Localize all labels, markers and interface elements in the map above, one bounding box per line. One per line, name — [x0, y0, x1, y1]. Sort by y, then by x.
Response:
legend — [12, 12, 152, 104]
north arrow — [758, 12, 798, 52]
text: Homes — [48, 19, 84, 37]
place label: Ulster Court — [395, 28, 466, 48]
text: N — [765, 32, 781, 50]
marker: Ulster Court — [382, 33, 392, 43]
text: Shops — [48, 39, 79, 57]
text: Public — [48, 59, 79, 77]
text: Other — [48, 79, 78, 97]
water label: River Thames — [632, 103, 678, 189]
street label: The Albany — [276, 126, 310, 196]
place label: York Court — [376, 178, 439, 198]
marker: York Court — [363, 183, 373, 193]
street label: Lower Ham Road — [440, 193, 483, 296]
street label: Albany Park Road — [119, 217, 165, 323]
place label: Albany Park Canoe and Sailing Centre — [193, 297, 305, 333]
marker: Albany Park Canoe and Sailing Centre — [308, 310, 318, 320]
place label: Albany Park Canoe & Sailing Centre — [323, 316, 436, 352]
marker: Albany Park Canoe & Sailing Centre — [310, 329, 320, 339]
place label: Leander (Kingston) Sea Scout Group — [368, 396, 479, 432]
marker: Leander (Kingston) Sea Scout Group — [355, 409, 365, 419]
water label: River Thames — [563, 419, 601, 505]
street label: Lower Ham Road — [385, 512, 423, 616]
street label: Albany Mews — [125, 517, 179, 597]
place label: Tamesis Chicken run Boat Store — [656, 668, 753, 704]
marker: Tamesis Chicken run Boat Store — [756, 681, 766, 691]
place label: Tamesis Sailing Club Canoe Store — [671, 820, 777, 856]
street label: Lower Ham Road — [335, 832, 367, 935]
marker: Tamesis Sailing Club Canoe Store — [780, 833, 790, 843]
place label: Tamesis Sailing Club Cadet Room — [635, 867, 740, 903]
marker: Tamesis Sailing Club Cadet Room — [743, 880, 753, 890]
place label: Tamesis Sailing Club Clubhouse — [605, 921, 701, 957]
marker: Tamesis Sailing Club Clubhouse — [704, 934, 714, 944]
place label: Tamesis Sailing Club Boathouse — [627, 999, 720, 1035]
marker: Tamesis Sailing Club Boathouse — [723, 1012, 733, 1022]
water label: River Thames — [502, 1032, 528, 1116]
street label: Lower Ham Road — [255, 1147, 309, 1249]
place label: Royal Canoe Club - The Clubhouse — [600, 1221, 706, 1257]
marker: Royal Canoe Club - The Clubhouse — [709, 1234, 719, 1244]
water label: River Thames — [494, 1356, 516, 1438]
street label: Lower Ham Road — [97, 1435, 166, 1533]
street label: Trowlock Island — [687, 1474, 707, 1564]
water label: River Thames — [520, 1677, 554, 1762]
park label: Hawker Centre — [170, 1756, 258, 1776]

***

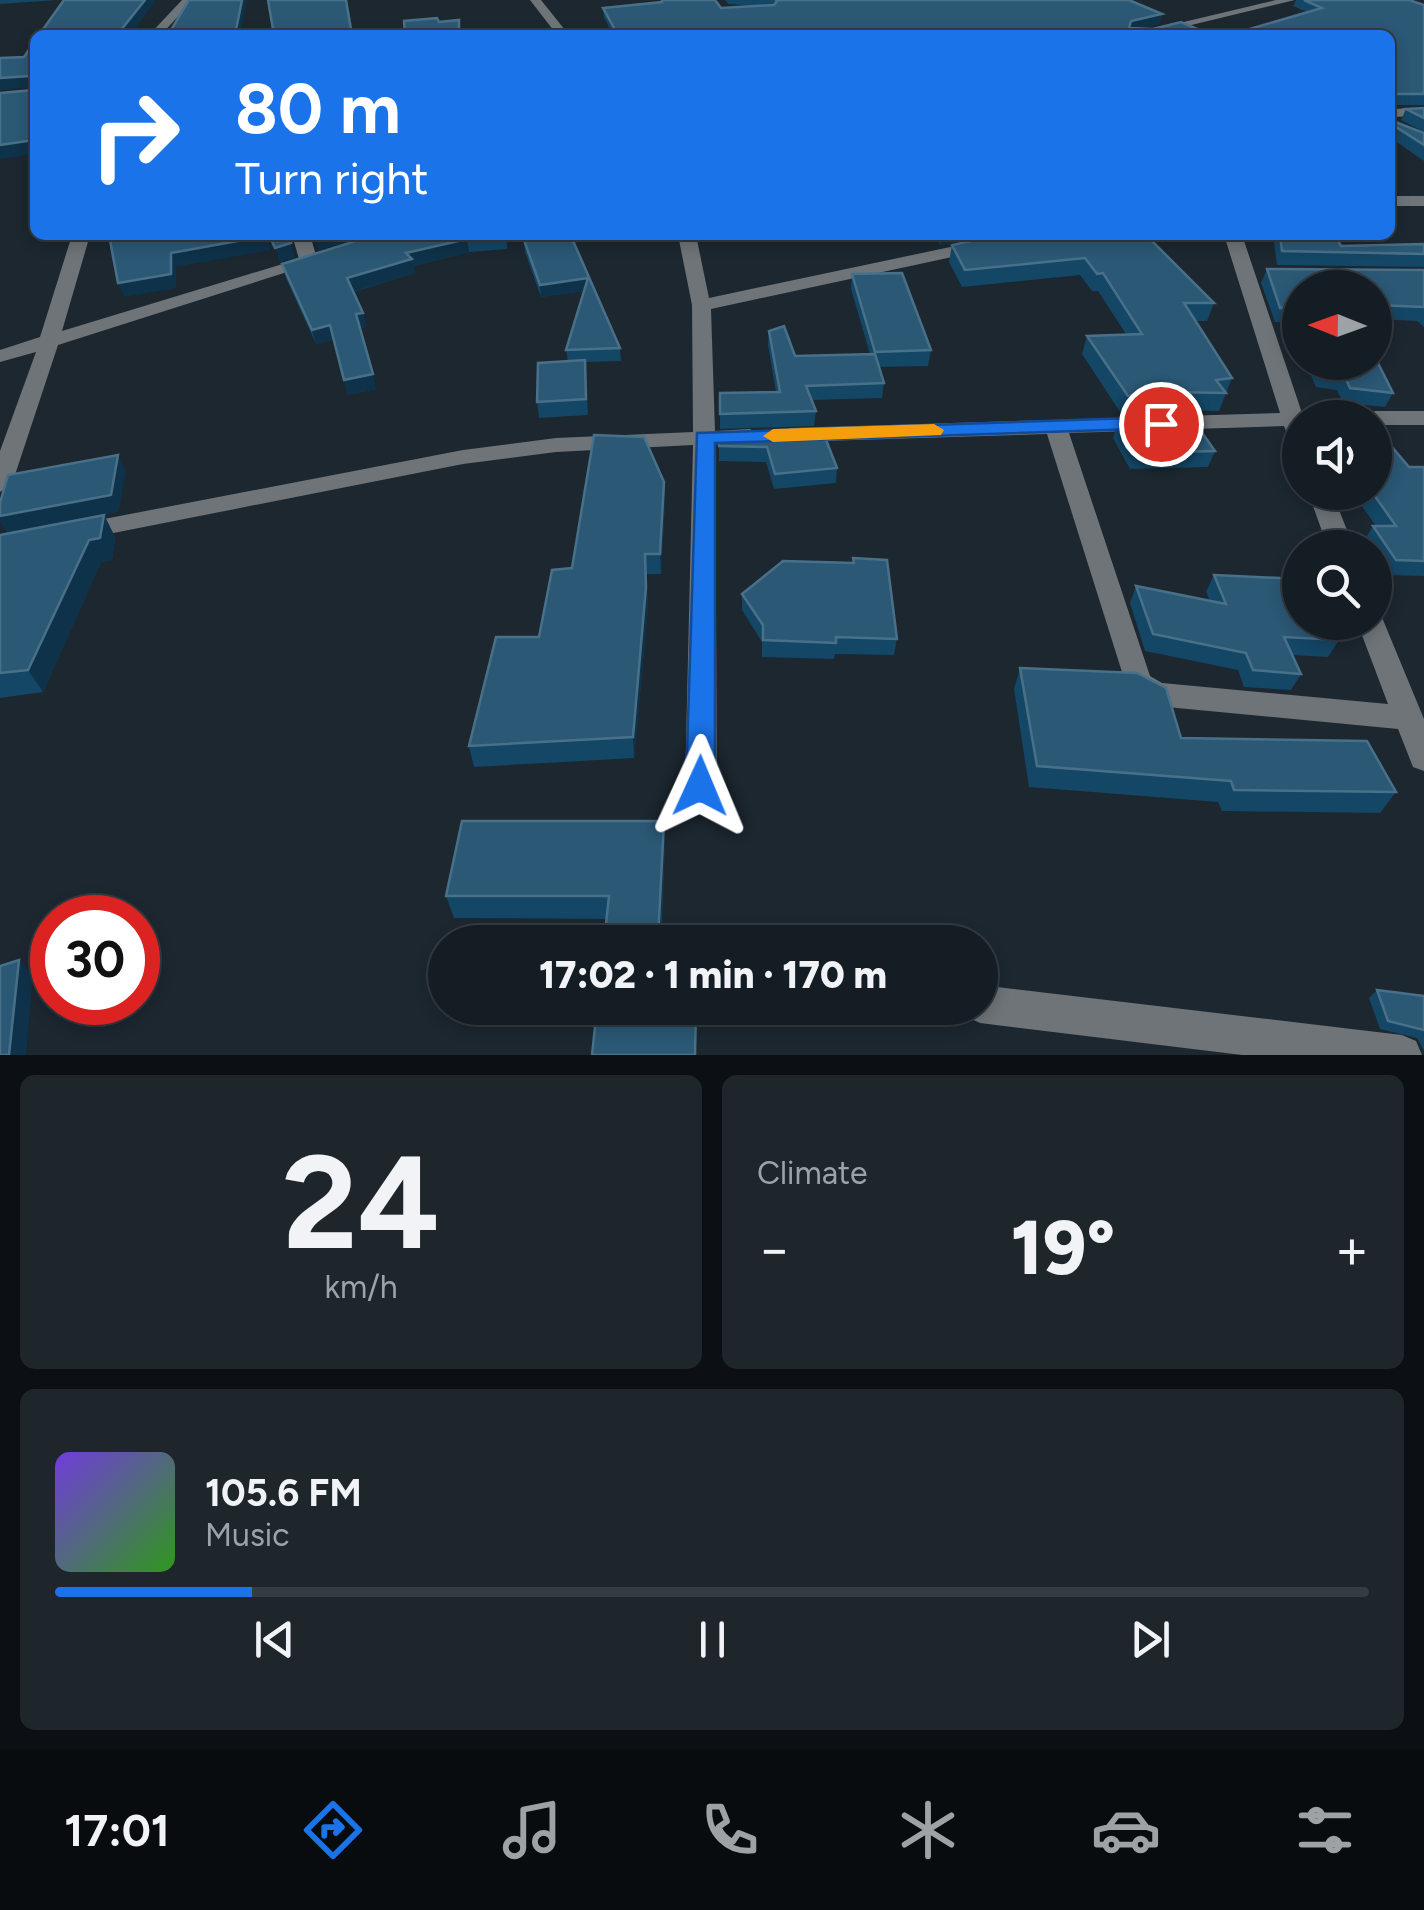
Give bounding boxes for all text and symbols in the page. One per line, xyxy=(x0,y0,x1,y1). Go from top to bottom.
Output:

***

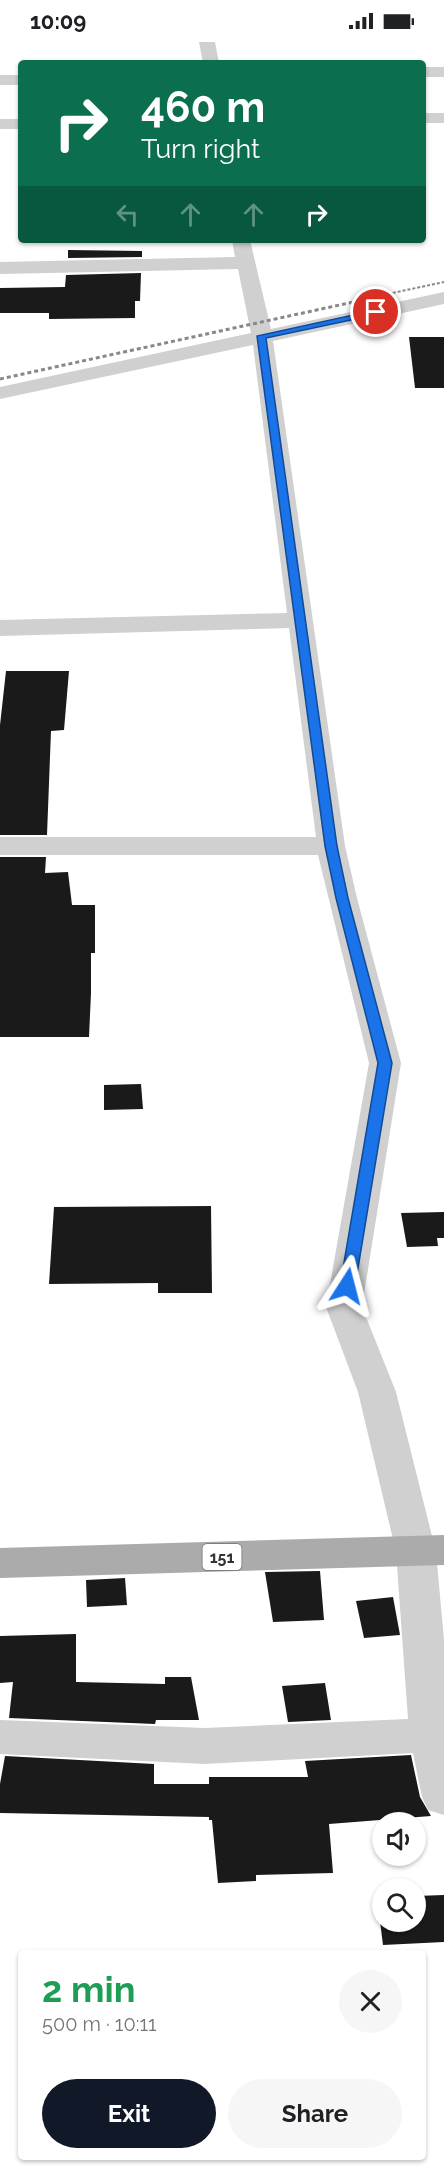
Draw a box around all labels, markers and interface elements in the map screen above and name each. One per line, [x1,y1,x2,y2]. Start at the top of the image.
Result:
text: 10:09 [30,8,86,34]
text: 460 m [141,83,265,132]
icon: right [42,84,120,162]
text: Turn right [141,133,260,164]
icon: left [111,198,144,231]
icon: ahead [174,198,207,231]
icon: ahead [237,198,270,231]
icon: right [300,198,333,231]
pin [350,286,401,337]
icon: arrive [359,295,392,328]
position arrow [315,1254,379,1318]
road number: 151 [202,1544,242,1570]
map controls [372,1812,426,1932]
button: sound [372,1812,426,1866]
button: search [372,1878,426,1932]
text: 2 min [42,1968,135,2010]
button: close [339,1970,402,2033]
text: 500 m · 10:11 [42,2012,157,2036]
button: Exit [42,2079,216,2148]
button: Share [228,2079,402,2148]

***

What the exercise asks
Within the entries above, count each line holding the string "labels". Give only the result.

Solution for this exercise
2